Between the line containing "border:8px solid #d22;" and the line containing "display:flex; justify-content:space-around; direction:ltr" lies a run of lines; give that run again exactly, with both of those lines, and nothing else from the entries below.

Saved data entries:
□ □ □ □
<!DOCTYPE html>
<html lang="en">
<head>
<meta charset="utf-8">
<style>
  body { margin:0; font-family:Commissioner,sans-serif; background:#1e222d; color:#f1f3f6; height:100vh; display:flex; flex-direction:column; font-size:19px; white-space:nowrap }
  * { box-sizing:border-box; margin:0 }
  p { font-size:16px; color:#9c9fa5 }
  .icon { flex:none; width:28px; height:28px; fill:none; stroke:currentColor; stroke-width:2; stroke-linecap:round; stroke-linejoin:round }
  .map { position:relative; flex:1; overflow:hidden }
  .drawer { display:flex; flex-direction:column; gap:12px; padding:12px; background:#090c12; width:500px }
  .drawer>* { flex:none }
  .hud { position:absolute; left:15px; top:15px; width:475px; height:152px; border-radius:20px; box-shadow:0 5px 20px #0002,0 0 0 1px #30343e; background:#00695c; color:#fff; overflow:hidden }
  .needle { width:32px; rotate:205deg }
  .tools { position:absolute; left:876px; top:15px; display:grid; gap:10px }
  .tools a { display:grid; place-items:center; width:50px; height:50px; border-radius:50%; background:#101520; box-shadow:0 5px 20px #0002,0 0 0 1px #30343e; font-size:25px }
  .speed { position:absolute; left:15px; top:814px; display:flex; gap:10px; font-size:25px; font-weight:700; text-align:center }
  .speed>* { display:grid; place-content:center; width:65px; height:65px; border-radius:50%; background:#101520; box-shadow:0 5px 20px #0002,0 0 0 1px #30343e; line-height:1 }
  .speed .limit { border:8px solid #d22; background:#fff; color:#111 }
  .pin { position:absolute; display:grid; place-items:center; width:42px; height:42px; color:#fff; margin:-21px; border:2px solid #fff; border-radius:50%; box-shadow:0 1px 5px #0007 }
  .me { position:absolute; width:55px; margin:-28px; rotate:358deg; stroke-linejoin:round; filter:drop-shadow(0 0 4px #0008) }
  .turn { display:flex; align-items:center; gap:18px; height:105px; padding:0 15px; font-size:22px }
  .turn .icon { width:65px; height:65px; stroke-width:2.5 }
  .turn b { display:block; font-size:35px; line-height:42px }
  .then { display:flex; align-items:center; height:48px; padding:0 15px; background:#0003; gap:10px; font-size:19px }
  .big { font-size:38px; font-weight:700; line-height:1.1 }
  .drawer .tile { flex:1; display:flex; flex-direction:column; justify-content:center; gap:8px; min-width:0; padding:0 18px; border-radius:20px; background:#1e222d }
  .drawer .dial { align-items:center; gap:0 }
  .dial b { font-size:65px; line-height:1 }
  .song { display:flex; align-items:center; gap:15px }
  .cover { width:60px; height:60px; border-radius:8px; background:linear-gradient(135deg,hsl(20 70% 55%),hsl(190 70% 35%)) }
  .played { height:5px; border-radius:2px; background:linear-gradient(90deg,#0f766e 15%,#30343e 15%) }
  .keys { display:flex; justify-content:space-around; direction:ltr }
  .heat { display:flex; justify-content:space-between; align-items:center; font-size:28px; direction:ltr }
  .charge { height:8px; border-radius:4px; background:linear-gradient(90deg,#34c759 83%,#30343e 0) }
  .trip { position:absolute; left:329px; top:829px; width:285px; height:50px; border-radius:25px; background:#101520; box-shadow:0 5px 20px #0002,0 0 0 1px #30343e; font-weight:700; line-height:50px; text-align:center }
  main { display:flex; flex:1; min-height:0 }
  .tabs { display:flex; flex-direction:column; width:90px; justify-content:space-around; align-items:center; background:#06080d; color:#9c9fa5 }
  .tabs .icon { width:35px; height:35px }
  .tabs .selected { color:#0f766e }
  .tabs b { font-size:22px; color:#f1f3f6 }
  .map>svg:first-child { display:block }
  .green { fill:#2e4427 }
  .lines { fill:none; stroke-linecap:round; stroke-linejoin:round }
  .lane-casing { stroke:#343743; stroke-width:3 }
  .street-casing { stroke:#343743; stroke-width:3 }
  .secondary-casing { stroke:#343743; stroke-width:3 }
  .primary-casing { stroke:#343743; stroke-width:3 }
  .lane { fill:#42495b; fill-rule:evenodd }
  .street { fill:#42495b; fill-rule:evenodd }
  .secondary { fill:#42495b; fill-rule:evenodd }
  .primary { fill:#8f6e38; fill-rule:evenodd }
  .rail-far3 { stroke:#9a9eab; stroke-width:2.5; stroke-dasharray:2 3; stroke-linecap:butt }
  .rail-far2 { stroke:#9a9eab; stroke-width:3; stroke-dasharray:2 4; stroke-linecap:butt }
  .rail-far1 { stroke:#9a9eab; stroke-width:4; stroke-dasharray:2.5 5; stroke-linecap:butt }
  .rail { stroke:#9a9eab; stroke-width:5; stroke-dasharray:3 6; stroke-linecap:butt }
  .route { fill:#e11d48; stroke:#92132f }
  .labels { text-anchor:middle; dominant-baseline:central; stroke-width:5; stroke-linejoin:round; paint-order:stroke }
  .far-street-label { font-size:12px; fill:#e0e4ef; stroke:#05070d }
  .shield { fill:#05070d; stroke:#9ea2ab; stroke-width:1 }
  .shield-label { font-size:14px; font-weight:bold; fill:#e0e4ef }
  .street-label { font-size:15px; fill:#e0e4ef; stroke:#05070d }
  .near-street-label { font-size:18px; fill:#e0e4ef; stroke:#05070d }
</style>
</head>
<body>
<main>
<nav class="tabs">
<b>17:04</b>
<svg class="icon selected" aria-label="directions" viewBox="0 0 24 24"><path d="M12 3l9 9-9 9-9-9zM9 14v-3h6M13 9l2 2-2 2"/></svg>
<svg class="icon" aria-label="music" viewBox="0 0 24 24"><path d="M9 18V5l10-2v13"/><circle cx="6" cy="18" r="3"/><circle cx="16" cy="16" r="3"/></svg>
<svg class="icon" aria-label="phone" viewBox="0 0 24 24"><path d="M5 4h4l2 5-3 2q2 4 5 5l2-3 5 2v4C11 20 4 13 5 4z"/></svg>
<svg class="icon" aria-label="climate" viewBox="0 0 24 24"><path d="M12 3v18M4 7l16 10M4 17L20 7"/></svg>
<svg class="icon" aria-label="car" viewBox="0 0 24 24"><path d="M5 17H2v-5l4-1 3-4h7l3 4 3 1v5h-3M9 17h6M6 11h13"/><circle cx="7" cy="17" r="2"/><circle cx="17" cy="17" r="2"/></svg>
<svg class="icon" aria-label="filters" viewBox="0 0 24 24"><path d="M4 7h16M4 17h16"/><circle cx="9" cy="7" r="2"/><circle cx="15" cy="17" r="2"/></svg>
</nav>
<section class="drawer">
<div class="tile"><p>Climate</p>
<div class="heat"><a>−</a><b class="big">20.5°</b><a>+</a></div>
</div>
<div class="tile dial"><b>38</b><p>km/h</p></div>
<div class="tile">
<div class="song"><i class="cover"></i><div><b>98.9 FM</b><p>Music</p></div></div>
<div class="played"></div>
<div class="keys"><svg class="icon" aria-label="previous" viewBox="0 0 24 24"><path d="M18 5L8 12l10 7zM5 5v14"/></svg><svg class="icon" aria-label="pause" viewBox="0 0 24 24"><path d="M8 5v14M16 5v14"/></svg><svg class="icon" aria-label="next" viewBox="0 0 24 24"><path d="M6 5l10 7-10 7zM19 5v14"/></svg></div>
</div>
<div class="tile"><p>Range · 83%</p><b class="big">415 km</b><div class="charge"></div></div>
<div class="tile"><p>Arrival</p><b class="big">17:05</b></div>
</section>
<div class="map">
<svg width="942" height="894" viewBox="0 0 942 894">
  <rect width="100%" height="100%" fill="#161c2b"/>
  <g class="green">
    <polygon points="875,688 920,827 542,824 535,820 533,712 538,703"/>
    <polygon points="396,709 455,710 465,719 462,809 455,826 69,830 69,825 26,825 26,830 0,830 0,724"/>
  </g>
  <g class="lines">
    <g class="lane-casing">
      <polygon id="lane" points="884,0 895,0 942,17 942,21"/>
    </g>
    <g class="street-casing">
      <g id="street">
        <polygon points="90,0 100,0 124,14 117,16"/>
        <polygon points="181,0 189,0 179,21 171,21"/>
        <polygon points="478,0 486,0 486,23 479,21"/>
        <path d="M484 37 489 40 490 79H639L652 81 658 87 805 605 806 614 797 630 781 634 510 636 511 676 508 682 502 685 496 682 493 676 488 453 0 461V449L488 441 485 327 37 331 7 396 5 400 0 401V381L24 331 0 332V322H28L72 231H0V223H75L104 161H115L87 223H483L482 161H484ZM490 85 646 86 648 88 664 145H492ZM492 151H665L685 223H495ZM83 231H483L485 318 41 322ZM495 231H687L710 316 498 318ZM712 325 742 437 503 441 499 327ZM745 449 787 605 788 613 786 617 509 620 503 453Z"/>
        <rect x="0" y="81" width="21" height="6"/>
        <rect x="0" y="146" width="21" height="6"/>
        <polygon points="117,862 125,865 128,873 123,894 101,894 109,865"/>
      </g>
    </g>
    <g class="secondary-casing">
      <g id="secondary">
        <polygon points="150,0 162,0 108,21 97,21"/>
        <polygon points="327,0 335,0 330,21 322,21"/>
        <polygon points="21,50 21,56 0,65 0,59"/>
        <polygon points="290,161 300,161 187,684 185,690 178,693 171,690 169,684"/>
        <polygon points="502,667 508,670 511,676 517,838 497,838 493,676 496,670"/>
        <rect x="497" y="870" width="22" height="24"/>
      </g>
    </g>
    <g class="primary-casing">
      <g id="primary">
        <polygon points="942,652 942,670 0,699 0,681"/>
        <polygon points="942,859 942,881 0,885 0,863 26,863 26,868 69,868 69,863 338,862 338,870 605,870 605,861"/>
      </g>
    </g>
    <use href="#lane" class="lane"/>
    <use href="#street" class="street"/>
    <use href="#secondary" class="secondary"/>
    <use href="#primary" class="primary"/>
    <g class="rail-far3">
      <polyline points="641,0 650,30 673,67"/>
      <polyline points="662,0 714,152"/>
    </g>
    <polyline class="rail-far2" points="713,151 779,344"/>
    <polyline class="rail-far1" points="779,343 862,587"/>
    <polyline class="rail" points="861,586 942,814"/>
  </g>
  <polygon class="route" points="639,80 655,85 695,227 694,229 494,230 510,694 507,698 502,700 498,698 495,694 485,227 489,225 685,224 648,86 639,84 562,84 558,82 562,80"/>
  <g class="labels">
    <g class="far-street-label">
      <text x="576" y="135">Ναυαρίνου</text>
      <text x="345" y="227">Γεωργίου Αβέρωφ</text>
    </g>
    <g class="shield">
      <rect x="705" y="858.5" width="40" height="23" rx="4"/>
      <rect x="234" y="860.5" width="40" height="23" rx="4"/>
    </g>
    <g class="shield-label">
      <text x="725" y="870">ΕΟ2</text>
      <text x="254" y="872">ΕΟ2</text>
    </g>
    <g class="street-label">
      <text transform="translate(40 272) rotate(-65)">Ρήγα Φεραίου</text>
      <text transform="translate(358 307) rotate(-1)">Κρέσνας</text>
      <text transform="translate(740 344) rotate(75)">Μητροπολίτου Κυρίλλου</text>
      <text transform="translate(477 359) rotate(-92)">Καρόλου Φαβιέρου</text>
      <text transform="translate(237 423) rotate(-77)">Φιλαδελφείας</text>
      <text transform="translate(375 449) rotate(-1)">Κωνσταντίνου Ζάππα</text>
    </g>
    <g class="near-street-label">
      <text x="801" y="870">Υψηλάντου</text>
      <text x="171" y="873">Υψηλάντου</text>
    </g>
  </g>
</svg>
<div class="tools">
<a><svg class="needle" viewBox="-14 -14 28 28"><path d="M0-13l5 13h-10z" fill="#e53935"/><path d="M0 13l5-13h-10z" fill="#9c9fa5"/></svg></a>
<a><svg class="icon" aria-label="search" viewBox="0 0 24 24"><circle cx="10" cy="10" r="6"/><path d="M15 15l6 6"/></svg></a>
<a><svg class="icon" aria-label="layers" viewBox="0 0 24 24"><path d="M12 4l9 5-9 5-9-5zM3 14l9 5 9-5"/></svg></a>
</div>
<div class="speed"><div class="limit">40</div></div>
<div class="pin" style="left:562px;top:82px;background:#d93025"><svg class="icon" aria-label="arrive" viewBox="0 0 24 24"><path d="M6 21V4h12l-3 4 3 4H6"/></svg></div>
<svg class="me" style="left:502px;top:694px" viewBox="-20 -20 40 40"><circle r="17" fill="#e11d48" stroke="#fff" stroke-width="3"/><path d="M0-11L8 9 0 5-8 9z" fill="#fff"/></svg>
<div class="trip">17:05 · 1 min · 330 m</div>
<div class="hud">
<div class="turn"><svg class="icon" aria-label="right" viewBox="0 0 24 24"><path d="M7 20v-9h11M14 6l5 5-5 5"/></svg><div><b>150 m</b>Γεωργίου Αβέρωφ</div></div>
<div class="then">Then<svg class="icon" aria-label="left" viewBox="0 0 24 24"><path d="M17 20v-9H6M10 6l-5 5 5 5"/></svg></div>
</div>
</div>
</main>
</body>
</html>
□ □ □ □
=== Output of the task ===
  .speed .limit { border:8px solid #d22; background:#fff; color:#111 }
  .pin { position:absolute; display:grid; place-items:center; width:42px; height:42px; color:#fff; margin:-21px; border:2px solid #fff; border-radius:50%; box-shadow:0 1px 5px #0007 }
  .me { position:absolute; width:55px; margin:-28px; rotate:358deg; stroke-linejoin:round; filter:drop-shadow(0 0 4px #0008) }
  .turn { display:flex; align-items:center; gap:18px; height:105px; padding:0 15px; font-size:22px }
  .turn .icon { width:65px; height:65px; stroke-width:2.5 }
  .turn b { display:block; font-size:35px; line-height:42px }
  .then { display:flex; align-items:center; height:48px; padding:0 15px; background:#0003; gap:10px; font-size:19px }
  .big { font-size:38px; font-weight:700; line-height:1.1 }
  .drawer .tile { flex:1; display:flex; flex-direction:column; justify-content:center; gap:8px; min-width:0; padding:0 18px; border-radius:20px; background:#1e222d }
  .drawer .dial { align-items:center; gap:0 }
  .dial b { font-size:65px; line-height:1 }
  .song { display:flex; align-items:center; gap:15px }
  .cover { width:60px; height:60px; border-radius:8px; background:linear-gradient(135deg,hsl(20 70% 55%),hsl(190 70% 35%)) }
  .played { height:5px; border-radius:2px; background:linear-gradient(90deg,#0f766e 15%,#30343e 15%) }
  .keys { display:flex; justify-content:space-around; direction:ltr }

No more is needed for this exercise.